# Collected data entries
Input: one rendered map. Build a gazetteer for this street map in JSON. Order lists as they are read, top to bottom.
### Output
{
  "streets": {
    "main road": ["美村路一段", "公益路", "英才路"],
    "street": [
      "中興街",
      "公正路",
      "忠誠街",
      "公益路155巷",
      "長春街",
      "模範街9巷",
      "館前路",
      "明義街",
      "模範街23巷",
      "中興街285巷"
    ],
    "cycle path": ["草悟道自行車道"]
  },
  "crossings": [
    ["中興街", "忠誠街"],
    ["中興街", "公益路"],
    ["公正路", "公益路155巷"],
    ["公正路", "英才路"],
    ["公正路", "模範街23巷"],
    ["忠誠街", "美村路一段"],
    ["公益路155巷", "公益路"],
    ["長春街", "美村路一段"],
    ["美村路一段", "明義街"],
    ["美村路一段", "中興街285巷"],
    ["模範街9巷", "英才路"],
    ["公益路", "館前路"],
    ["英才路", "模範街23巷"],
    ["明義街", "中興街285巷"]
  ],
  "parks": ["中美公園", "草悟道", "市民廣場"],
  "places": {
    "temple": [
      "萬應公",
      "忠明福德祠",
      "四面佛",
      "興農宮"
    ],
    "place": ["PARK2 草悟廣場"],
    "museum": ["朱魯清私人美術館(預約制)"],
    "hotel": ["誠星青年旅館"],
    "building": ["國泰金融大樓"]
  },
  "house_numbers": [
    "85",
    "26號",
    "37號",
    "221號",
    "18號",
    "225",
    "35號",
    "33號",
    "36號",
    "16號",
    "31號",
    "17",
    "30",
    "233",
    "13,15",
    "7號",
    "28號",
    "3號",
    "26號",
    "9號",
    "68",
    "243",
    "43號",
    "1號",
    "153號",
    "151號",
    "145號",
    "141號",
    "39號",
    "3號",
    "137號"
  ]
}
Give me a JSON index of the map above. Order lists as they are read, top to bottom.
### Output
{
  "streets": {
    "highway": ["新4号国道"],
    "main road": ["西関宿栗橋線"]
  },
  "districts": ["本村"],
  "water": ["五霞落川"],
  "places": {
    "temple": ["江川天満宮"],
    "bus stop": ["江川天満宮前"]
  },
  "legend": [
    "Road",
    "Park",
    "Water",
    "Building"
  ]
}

# Exercise
Bring together every line in the entries that holds the string "JSON".

# Written response
Input: one rendered map. Build a gazetteer for this street map in JSON. Order lists as they are read, top to bottom.
Give me a JSON index of the map above. Order lists as they are read, top to bottom.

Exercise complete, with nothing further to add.